### Problem
Scan the listing below for the word "canvas", then copy each line that has it.

### Listed entries
------------------------------------

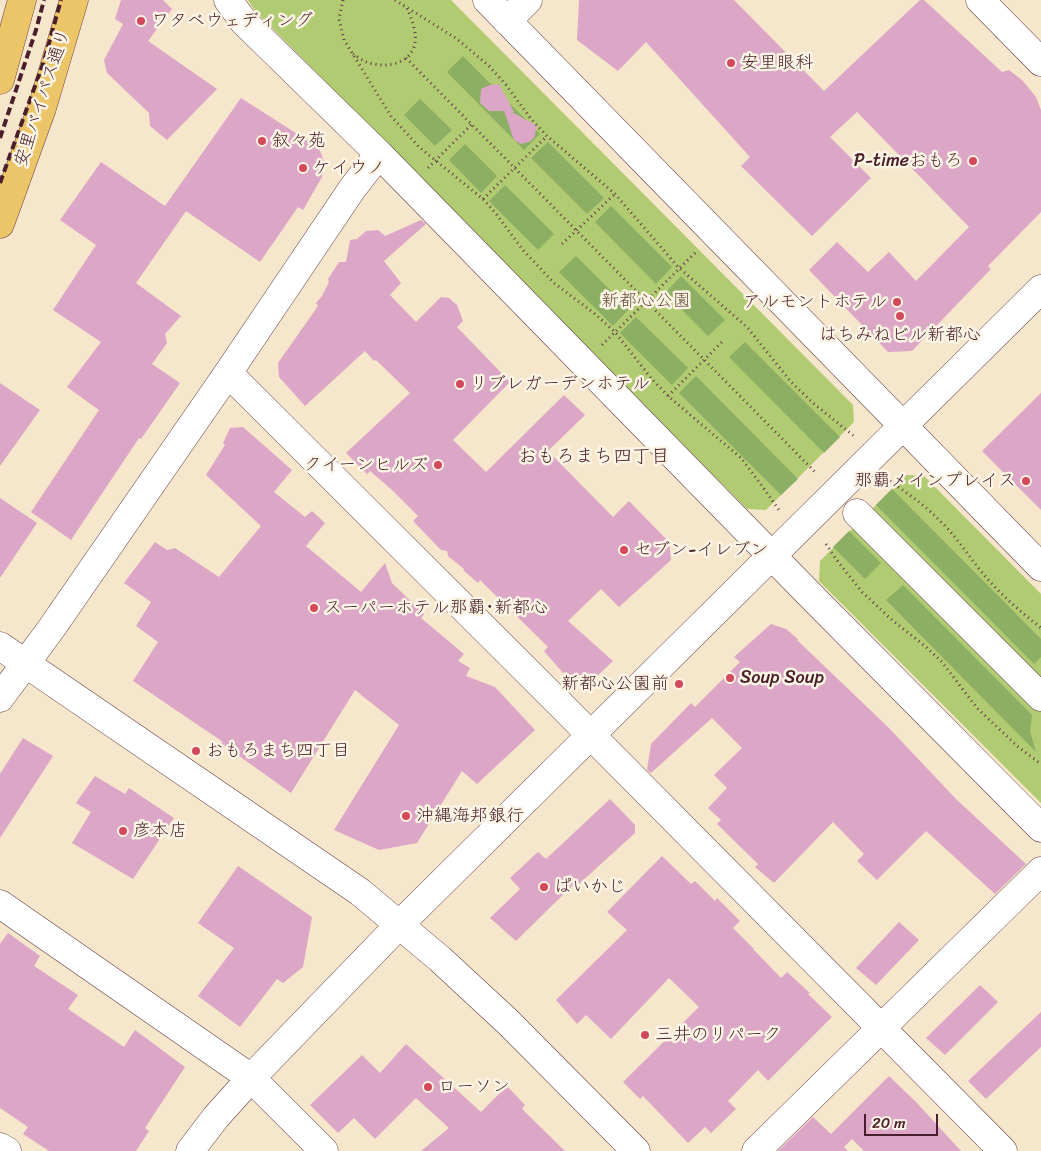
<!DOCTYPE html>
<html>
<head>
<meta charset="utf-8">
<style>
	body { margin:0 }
	#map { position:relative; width:1041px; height:1151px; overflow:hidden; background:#f6e6cc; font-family:Sriracha,sans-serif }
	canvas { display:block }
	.scale { position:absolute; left:864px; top:1114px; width:74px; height:22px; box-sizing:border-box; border:2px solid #4a1f2b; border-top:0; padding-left:6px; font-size:15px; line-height:18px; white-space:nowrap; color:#4a1f2b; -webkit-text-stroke:4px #fcf5e5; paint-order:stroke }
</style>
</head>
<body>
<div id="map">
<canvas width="1041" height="1151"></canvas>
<div class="scale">20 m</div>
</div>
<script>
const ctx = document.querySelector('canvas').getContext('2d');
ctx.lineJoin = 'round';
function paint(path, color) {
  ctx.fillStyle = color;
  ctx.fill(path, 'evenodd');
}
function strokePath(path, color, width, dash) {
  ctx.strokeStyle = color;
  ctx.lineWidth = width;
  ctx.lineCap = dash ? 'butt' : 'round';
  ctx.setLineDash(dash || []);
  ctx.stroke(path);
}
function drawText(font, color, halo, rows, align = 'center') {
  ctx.font = font + ' Sriracha,"Klee One",sans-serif';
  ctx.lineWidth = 5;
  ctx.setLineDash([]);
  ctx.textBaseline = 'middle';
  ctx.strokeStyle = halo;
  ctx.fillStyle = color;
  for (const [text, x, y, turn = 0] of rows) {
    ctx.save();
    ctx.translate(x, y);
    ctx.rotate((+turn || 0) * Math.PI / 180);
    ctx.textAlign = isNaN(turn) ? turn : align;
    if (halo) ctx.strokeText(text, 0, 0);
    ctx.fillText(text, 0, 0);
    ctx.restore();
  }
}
paint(new Path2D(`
	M 248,0 L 451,0 L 853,405 L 854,422 L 766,510 L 747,509 L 289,45 L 255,11 Z
	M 906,475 L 924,476 L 1041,594 L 1041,803 L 819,581 L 820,561 Z`), '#b0cb71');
paint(new Path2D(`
	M 463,56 L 540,134 L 524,150 L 447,72 Z
	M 420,99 L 452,130 L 435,146 L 404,115 Z
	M 548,142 L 604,198 L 587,214 L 531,158 Z
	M 465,144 L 497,176 L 481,193 L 449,160 Z
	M 505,185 L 554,234 L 538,250 L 489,201 Z
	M 611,206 L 672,267 L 656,284 L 595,222 Z
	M 576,256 L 629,309 L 613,326 L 559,272 Z
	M 681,276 L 725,320 L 708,336 L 665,293 Z
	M 636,317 L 688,368 L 672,385 L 620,333 Z
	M 745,342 L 840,437 L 824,453 L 729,357 Z
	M 696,376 L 798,479 L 781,495 L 679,393 Z
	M 892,489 L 1041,639 L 1041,657 L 1034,664 L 876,505 Z
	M 849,531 L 881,563 L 865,579 L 833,547 Z
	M 903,585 L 1032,715 L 1030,731 L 1036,752 L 886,600 Z`), '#8caf63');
paint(new Path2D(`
	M 121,0 L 163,0 L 172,9 L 148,41 L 217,89 L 167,140 L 150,126 L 149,113 L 107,73 L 104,60 L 123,24 L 115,19 Z
	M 579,0 L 734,0 L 824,91 L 920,0 L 924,0 L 1002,72 L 1009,70 L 1022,80 L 1036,97 L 1041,110 L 1041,212 L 988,266 L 991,269 L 912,351 L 888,352 L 809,270 L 837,242 L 868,272 L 889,252 L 916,281 L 969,227 L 857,112 L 830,137 L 871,178 L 812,236 L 741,166 L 750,157 L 646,42 L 618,71 L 577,40 Z
	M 499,84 L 514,112 L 512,112 L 537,126 L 534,138 L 529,142 L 521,144 L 514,140 L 504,111 L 489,111 L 480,103 L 481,89 L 490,85 Z
	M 241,98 L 319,148 L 324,162 L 322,177 L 303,210 L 298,207 L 260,262 L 186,211 L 136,283 L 181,316 L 165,334 L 167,343 L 152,364 L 180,383 L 141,439 L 139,438 L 71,540 L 31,512 L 99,410 L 67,387 L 101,342 L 53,310 L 96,245 L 60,220 L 101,162 L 165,206 Z
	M 421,220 L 426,224 L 384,261 L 401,283 L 390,295 L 416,322 L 441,297 L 449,298 L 457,305 L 463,321 L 457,327 L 510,382 L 453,440 L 486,472 L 564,395 L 585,415 L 548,451 L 613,517 L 629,501 L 669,542 L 671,560 L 619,607 L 601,589 L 568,621 L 613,661 L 592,681 L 571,682 L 544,651 L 548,647 L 480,580 L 478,583 L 463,570 L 464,569 L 448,556 L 447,551 L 441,550 L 413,521 L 418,516 L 392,490 L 370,471 L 367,474 L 346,453 L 410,393 L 376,360 L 374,361 L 365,351 L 305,406 L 279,377 L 278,363 L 318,306 L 316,303 L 322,296 L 329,282 L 328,279 L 339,262 L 346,262 L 350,240 L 357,239 L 366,231 L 378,230 L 385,236 Z
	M 0,383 L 40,410 L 0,466 Z
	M 1041,393 L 1041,510 L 982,451 Z
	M 243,427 L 292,470 L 274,492 L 305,517 L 312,511 L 325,523 L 306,546 L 361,592 L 385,563 L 392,583 L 424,614 L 421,618 L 464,654 L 458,661 L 470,668 L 466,676 L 495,687 L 535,730 L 477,784 L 462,771 L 417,843 L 379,850 L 334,830 L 399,725 L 355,690 L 291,793 L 221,743 L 223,742 L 133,681 L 158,642 L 136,626 L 151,602 L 124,583 L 155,542 L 167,550 L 175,548 L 219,577 L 261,526 L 206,475 L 225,445 L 223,443 L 230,428 Z
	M 0,498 L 37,523 L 0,578 Z
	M 771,624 L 786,629 L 798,639 L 797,640 L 888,727 L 956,799 L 1026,864 L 995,894 L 926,831 L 877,880 L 857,861 L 864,854 L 833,822 L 774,883 L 755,867 L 758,864 L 717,824 L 721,820 L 708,808 L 727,788 L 714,775 L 742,748 L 712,718 L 651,773 L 647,770 L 651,744 L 691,703 L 695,707 L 740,662 L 734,657 Z
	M 23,738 L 53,756 L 0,838 L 0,774 Z
	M 95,776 L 125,794 L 129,788 L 174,818 L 133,879 L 72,843 L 91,812 L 76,803 Z
	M 610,799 L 635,825 L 635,833 L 579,884 L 577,881 L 516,941 L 490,918 L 520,889 L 510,878 L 538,852 L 546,859 Z
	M 662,856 L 691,884 L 695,881 L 715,901 L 717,898 L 740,921 L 733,928 L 754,949 L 753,949 L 781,978 L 787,972 L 810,993 L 808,994 L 832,1017 L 768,1081 L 758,1070 L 728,1101 L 736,1109 L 711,1133 L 705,1127 L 688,1143 L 643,1096 L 640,1099 L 623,1082 L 699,1007 L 669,978 L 611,1039 L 586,1015 L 577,1024 L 556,1000 L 627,930 L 607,912 Z
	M 238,866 L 312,917 L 303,967 L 283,983 L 277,979 L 240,1027 L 198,996 L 234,948 L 198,923 Z
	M 899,922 L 919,940 L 876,985 L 856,968 Z
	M 8,933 L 40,956 L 34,966 L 78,995 L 68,1009 L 124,1047 L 135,1030 L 185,1067 L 145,1128 L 149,1131 L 136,1151 L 49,1151 L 23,1134 L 28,1127 L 0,1108 L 0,944 Z
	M 980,985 L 998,1002 L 945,1055 L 926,1038 Z
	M 1041,1012 L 1041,1047 L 986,1099 L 968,1081 Z
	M 406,1044 L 481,1112 L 507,1086 L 525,1105 L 522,1109 L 565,1151 L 421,1151 L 449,1128 L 416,1098 L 375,1139 L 354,1118 L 338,1133 L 310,1105 L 362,1055 L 380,1073 Z
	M 889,1076 L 917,1103 L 961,1151 L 864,1151 L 852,1139 L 844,1147 L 848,1151 L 778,1151 L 813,1117 L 831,1134 Z`), '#dca6c6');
const minor = new Path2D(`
	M 228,0 L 244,22 L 379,154 L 814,599 L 1041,828
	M 487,0 L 1041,567
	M 980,0 L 1041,62
	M 507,21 L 528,0
	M 228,373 L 563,707 L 1003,1151
	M 857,513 L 1041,697
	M 0,646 L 360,892 L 440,959 L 508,1022 L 636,1151
	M 0,698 L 51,629 L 228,373 L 352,189 L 379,154
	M 0,904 L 251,1078 L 324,1151
	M 0,1147 L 7,1151
	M 190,1151 L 216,1117 L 251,1078 L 400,924 L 1041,289
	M 756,1151 L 1041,871`);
const highway = new Path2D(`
	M 0,80 L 22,0
	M 0,224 L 42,108 L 74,0`);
strokePath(minor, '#643d43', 29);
strokePath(highway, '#643d43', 29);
strokePath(new Path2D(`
	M 343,0 L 339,19 L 344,40 L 391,116 L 419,147 L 483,199 L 497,215 L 523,250 L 554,283 L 595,314 L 615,332 L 651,378 L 668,396 L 741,458 L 757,479 L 779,510
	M 395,0 L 457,39 L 489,66 L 506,85 L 531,119 L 547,136 L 615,194 L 679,268 L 747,327 L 791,382 L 813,403 L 854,436
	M 353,54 C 358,57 364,62 370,63 C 386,68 408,64 414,47 C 418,35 412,19 407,8
	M 406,58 L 816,473
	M 428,168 L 472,124
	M 483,199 L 547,136
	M 562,244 L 615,194
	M 602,345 L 697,251
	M 668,396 L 722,342
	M 890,481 C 906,493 924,504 938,519 C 960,539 974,566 995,587 C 1009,602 1025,615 1041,628
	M 826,544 L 836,559 L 862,592 L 892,620 L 925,646 L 942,662 L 977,708 L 1017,746 L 1041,764`), '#643d43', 3, [1, 4]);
strokePath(minor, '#fff', 28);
strokePath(highway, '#edc569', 28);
strokePath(new Path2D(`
	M 0,138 L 36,30 L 44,0
	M 0,183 L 44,61 L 61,0`), '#4a1f2b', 4, [8, 4]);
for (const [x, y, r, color] of [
	[141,21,5,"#d1495b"],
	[731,63,5,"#d1495b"],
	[262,141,5,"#d1495b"],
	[973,161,5,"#d1495b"],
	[303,168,5,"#d1495b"],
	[897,302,5,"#d1495b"],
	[900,316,5,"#d1495b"],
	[460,384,5,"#d1495b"],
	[438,465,5,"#d1495b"],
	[1026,481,5,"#d1495b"],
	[624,550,5,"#d1495b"],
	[314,608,5,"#d1495b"],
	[730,678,5,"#d1495b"],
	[679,684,5,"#d1495b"],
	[196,751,5,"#d1495b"],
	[406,816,5,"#d1495b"],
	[123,831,5,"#d1495b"],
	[544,887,5,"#d1495b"],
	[645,1035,5,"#d1495b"],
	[428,1087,5,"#d1495b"]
]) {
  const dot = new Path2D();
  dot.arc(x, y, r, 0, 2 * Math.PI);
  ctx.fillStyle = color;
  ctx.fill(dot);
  strokePath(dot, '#fcf5e5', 2);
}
drawText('18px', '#4a1f2b', '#fcf5e5', [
	["ワタベウェディング",151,21],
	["安里眼科",741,63],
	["叙々苑",272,141],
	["P-timeおもろ",963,161,"right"],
	["ケイウノ",313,168],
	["アルモントホテル",887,302,"right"],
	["はちみねビル新都心",900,335,"center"],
	["リブレガーデンホテル",470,384],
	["クイーンヒルズ",428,465,"right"],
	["那覇メインプレイス",1016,481,"right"],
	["セブン-イレブン",634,550],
	["スーパーホテル那覇･新都心",324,608],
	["Soup Soup",740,678],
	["新都心公園前",669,684,"right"],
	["おもろまち四丁目",206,751],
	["沖縄海邦銀行",416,816],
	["彦本店",133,831],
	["ぱいかじ",554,887],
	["三井のリパーク",655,1035],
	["ローソン",438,1087]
], 'left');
drawText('18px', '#4a1f2b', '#fcf5e5', [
	["安里バイパス通り",43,98,-72]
]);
drawText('18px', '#695340', '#fcf5e5', [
	["新都心公園",646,301]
]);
drawText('19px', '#4a1f2b', '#fcf5e5', [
	["おもろまち四丁目",594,457]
]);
</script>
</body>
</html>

------------------------------------

### Exercise output
	canvas { display:block }
<canvas width="1041" height="1151"></canvas>
const ctx = document.querySelector('canvas').getContext('2d');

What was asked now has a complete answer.